For my two pennies worth...I enjoyed this adventure. I am not a fan of the Weeping Angels, I find them a half-thought-through monster with far too many inconsistencies for my liking. But in this book, oddities of Dr Who lore to one side, Johnny Morris manages to do something unusual and different with them, weaving a funny, thought-provoking, romantic, tragic plot and placing the monsters in a new role. Unlike many recent DW books, this is not another chase story, but something more contemplative, more human. Johnny has crafted an altogether more adult adventure here, one that makes you think about your own relationships and loved ones.
As with the latest series, it is nice to see Rory growing as a character, with both the slapstick and heroic elements of his personality being given decent airtime. In fact, Rory fans get more Rory than ever before in this adventure, with The Doctor relying on him in the way he has only relied on Amy in the past. Rory has truly ascended to full companion status.
Fans of Croydon will be pleased to see the much set-upon town getting a starring role. And South London's Camberwell undergoes a stunning transformation!

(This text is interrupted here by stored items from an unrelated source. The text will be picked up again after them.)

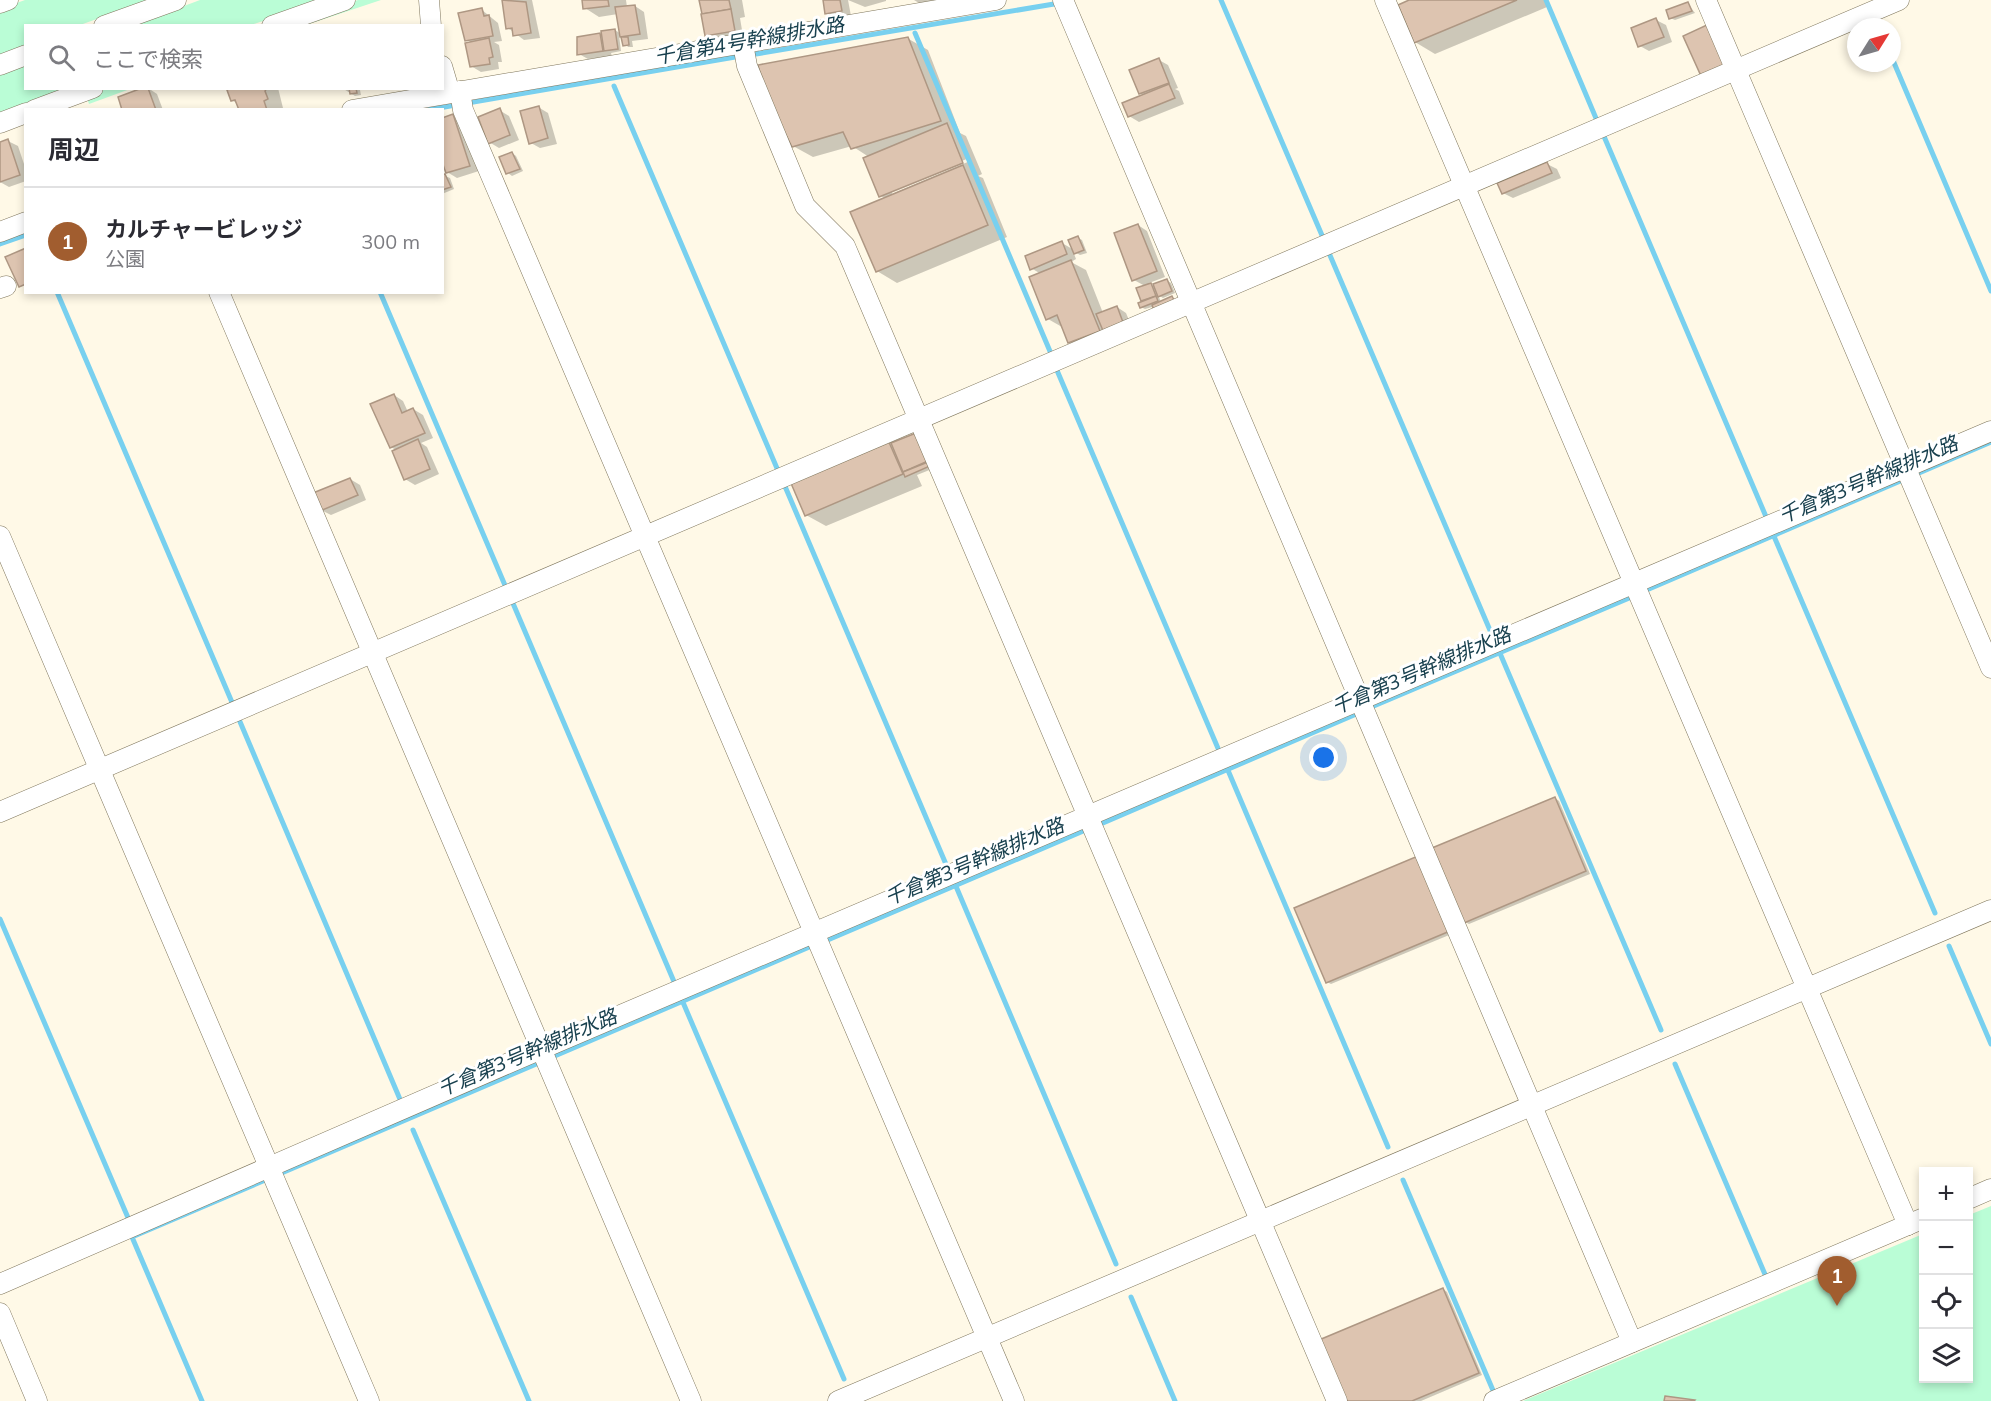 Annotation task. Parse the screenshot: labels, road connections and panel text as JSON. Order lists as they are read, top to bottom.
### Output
{
  "water": ["千倉第4号幹線排水路", "千倉第3号幹線排水路"],
  "north": "top right",
  "page": {
    "search": "ここで検索",
    "heading": "周辺",
    "list": [
      {
        "mark": "1",
        "name": "カルチャービレッジ",
        "note": "公園",
        "value": "300 m"
      }
    ],
    "map_buttons": ["+", "−"],
    "pins": "1"
  }
}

While there still some minor inconsistencies that the dedicated Who fan will pick up on regarding the Angels (why do the Time Editors from Father's Day not turn up to stop all this time-travel malarky, eh?), this is no fault of the author, more a result of the Angles erratic development, from one-shot baddie to multi-series big-bad. Put such quibbles to one side, and just enjoy what is a beautifully written, poignant and oft-times funny New Who adventure.